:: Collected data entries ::
__________________________________________________

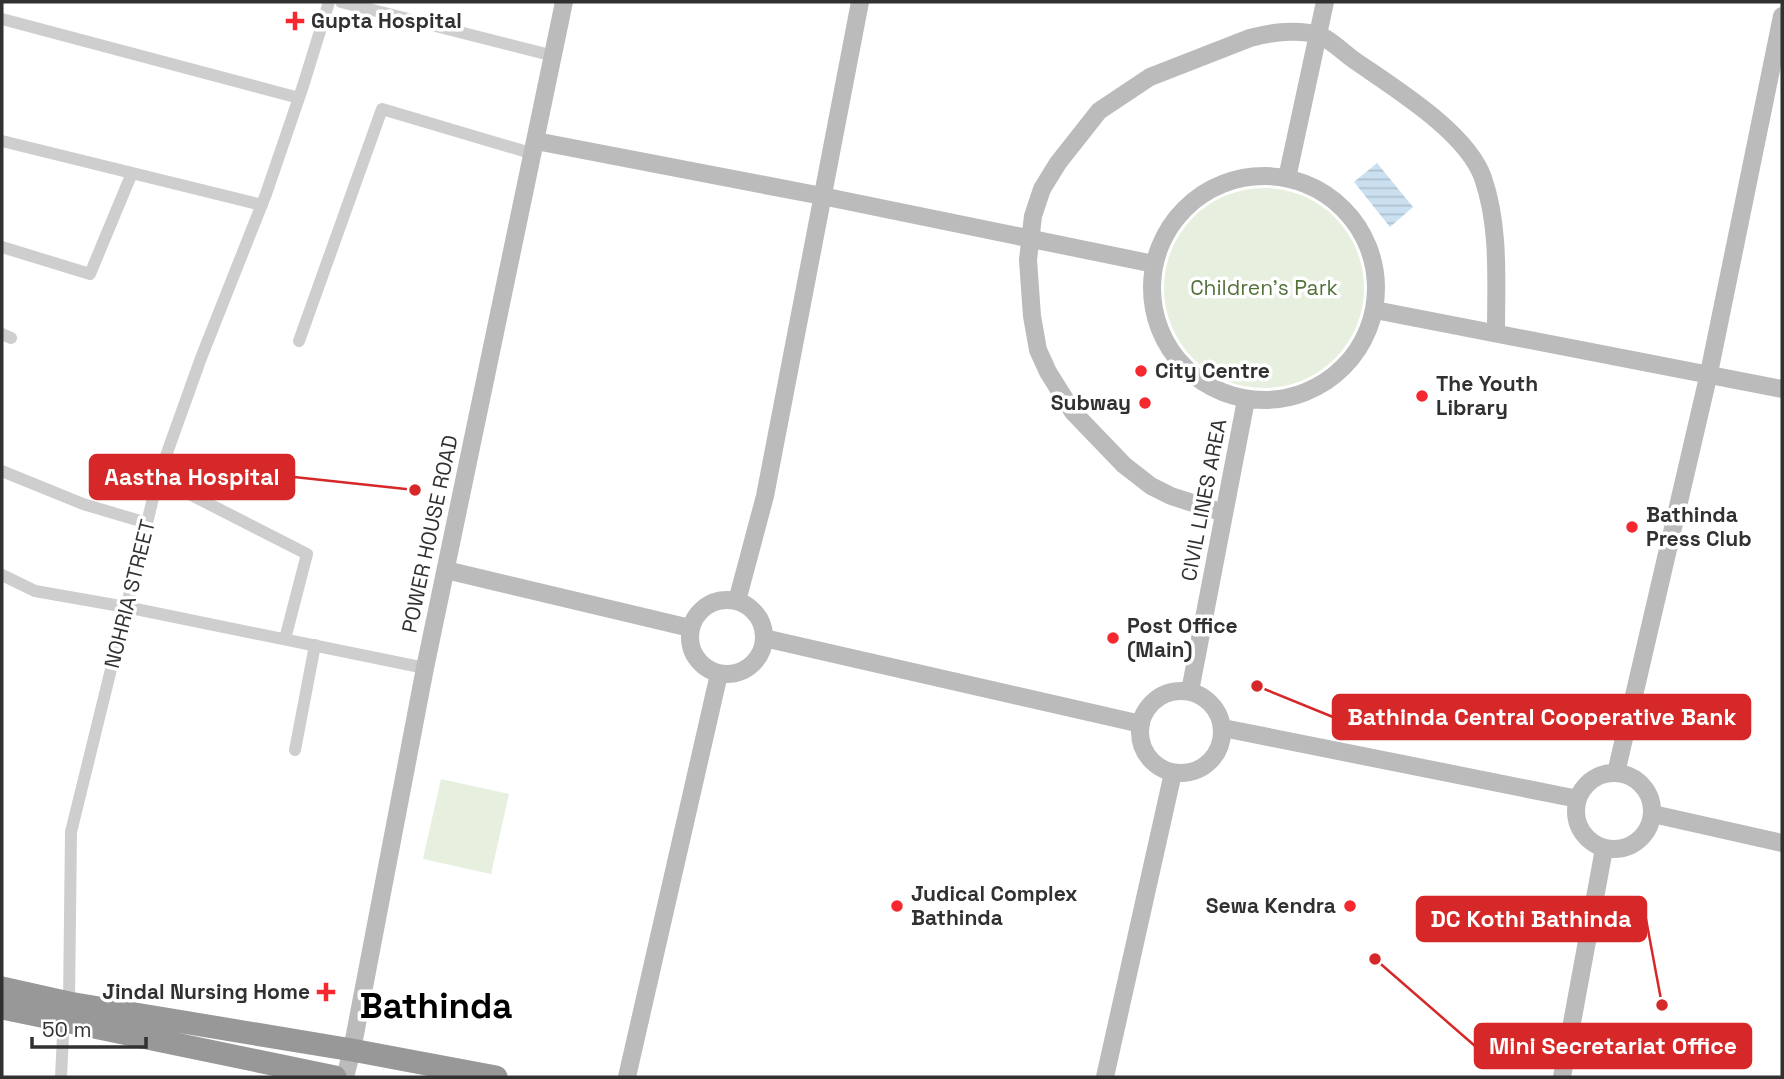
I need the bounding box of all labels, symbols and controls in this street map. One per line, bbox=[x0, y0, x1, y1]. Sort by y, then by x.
place label: Gupta Hospital bbox=[311, 7, 462, 34]
marker: Gupta Hospital bbox=[285, 11, 305, 31]
park label: Children's Park bbox=[1190, 274, 1338, 301]
place label: City Centre bbox=[1155, 357, 1270, 384]
marker: City Centre bbox=[1133, 363, 1149, 379]
place label: The Youth Library bbox=[1436, 370, 1538, 421]
marker: The Youth Library bbox=[1414, 388, 1430, 404]
place label: Subway bbox=[1051, 389, 1131, 416]
marker: Subway bbox=[1137, 395, 1153, 411]
street label: CIVIL LINES AREA bbox=[1175, 416, 1232, 583]
street label: POWER HOUSE ROAD bbox=[395, 433, 464, 635]
callout: Aastha Hospital bbox=[90, 455, 294, 499]
text: Aastha Hospital bbox=[104, 462, 280, 492]
place label: Bathinda Press Club bbox=[1646, 501, 1752, 552]
street label: NOHRIA STREET bbox=[98, 517, 161, 671]
marker: Bathinda Press Club bbox=[1624, 519, 1640, 535]
place label: Post Office (Main) bbox=[1127, 612, 1238, 663]
marker: Post Office (Main) bbox=[1105, 630, 1121, 646]
callout: Bathinda Central Cooperative Bank bbox=[1333, 695, 1750, 739]
text: Bathinda Central Cooperative Bank bbox=[1348, 702, 1736, 732]
place label: Judical Complex Bathinda bbox=[911, 880, 1078, 931]
place label: Sewa Kendra bbox=[1206, 892, 1336, 919]
callout: DC Kothi Bathinda bbox=[1417, 897, 1646, 941]
marker: Judical Complex Bathinda bbox=[889, 898, 905, 914]
marker: Sewa Kendra bbox=[1342, 898, 1358, 914]
text: DC Kothi Bathinda bbox=[1430, 904, 1632, 934]
place label: Jindal Nursing Home bbox=[102, 978, 310, 1005]
marker: Jindal Nursing Home bbox=[316, 982, 336, 1002]
district label: Bathinda bbox=[359, 984, 513, 1028]
scale bar bbox=[32, 1006, 145, 1050]
text: 50 m bbox=[42, 1016, 92, 1043]
callout: Mini Secretariat Office bbox=[1475, 1024, 1751, 1068]
text: Mini Secretariat Office bbox=[1489, 1031, 1737, 1061]

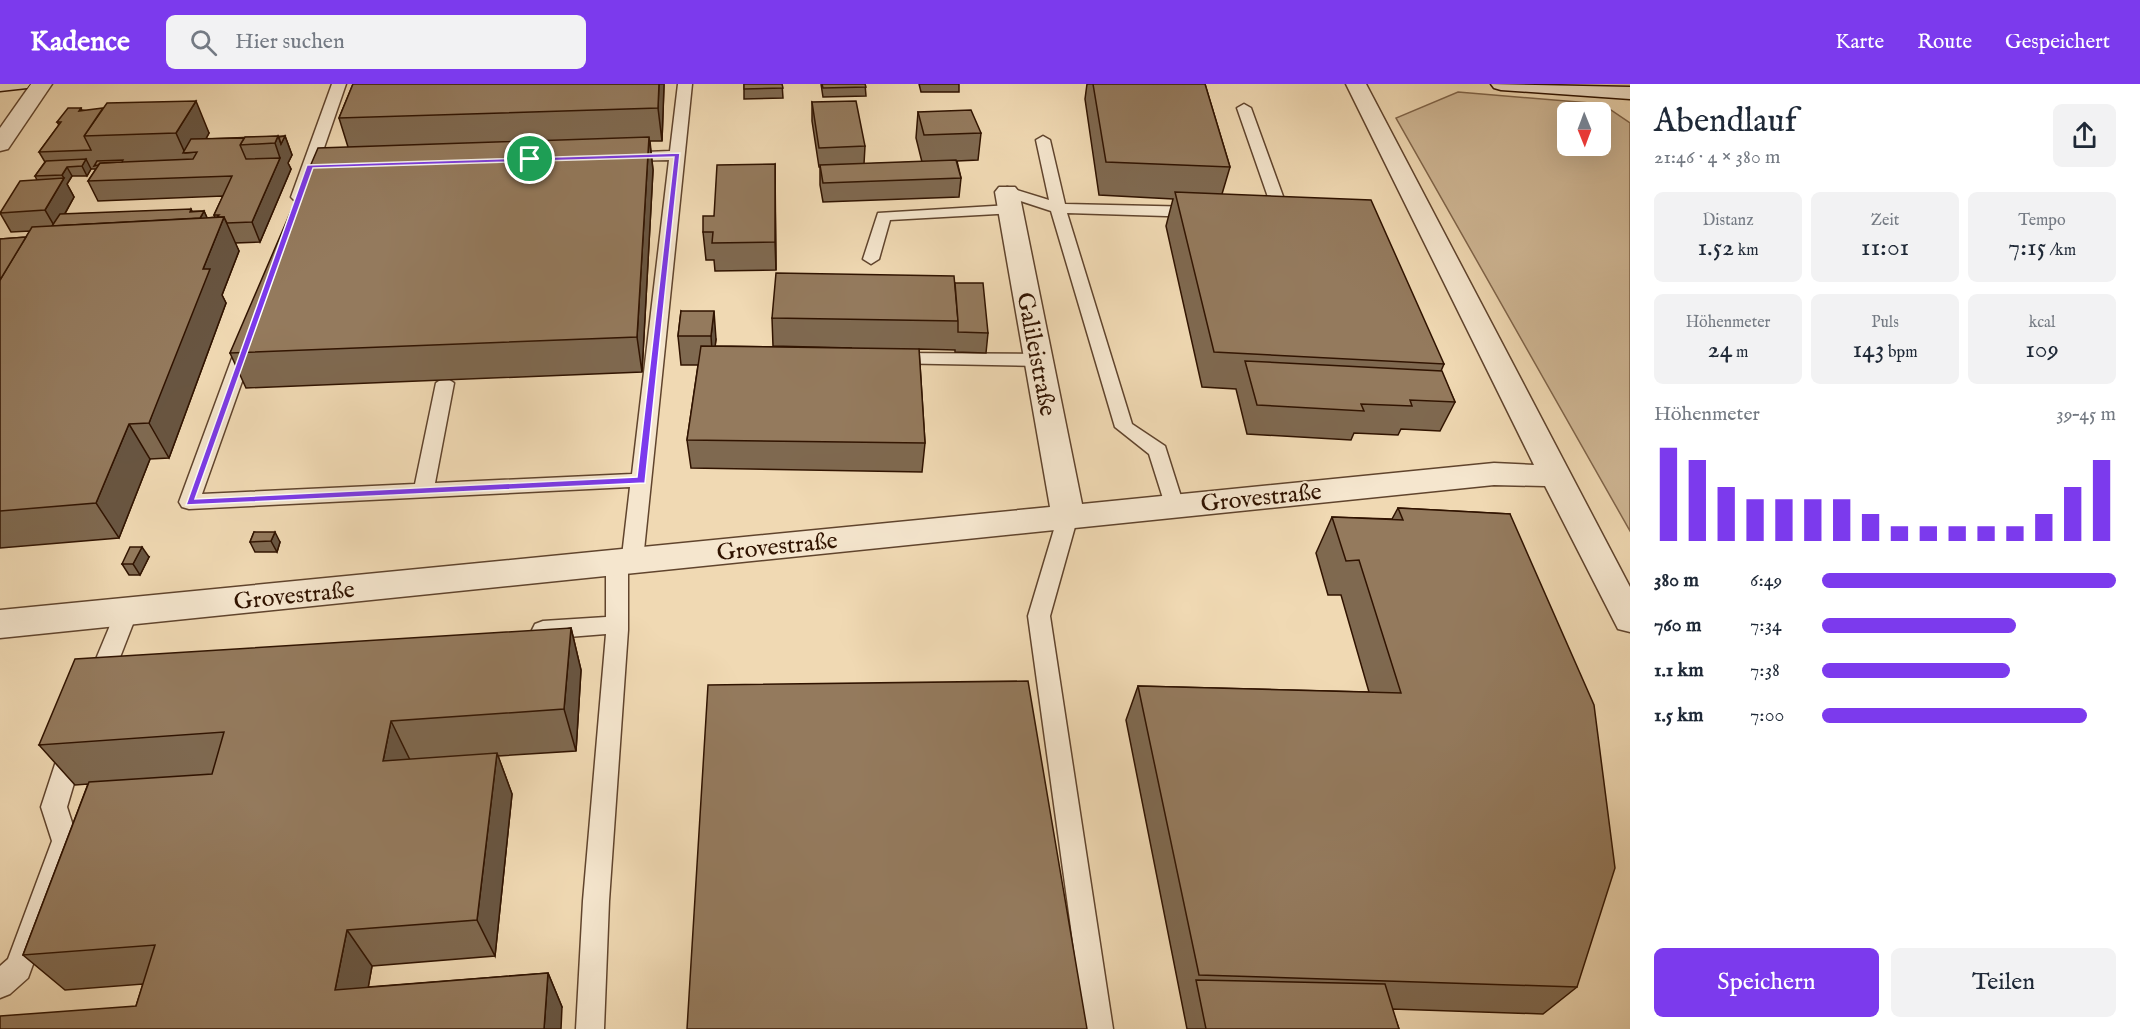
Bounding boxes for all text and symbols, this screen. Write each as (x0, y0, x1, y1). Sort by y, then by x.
search box (166, 15, 586, 69)
text: Kadence (30, 25, 130, 60)
icon: search (187, 26, 220, 59)
text: Hier suchen (235, 28, 345, 56)
text: Karte (1835, 29, 1884, 56)
text: Route (1917, 29, 1972, 56)
text: Gespeichert (2005, 29, 2110, 56)
text: Abendlauf (1654, 101, 1797, 143)
north arrow (1557, 102, 1611, 156)
map controls (1557, 102, 1611, 156)
button: share (2053, 104, 2116, 167)
pin (504, 133, 555, 184)
icon: arrive (513, 142, 546, 175)
text: 21:46 · 4 × 380 m (1654, 145, 1781, 170)
text: Distanz (1702, 211, 1754, 231)
text: Zeit (1871, 211, 1899, 231)
text: Tempo (2018, 211, 2066, 231)
text: 1.52 (1697, 231, 1734, 264)
text: 11:01 (1861, 231, 1909, 264)
text: 7:15 (2008, 231, 2046, 264)
text: km (1734, 241, 1759, 261)
text: /km (2046, 241, 2076, 261)
street label: Galileistraße (1008, 290, 1063, 419)
text: Höhenmeter (1686, 313, 1770, 333)
text: Puls (1871, 313, 1899, 333)
text: kcal (2029, 313, 2055, 333)
text: 24 (1708, 333, 1733, 366)
text: 143 (1852, 333, 1885, 366)
text: 109 (2025, 333, 2059, 366)
text: m (1733, 343, 1748, 363)
text: bpm (1885, 343, 1918, 363)
text: Höhenmeter (1654, 402, 1760, 427)
text: 39–45 m (2056, 402, 2116, 427)
street label: Grovestraße (1199, 477, 1323, 520)
street label: Grovestraße (715, 526, 839, 569)
text: 380 m (1654, 568, 1699, 593)
text: 6:49 (1750, 568, 1782, 593)
street label: Grovestraße (232, 575, 356, 618)
text: 760 m (1654, 613, 1701, 638)
text: 7:34 (1750, 613, 1782, 638)
text: 1.1 km (1654, 658, 1704, 683)
text: 7:38 (1750, 658, 1780, 683)
text: 1.5 km (1654, 703, 1704, 728)
text: 7:00 (1750, 703, 1784, 728)
button: Speichern (1654, 948, 1879, 1017)
button: Teilen (1891, 948, 2116, 1017)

__________________________________________________

:: Work to be completed ::
Out of the records, collect only those lines that contain the string "Main".

:: Response box ::
place label: Post Office (Main) bbox=[1127, 612, 1238, 663]
marker: Post Office (Main) bbox=[1105, 630, 1121, 646]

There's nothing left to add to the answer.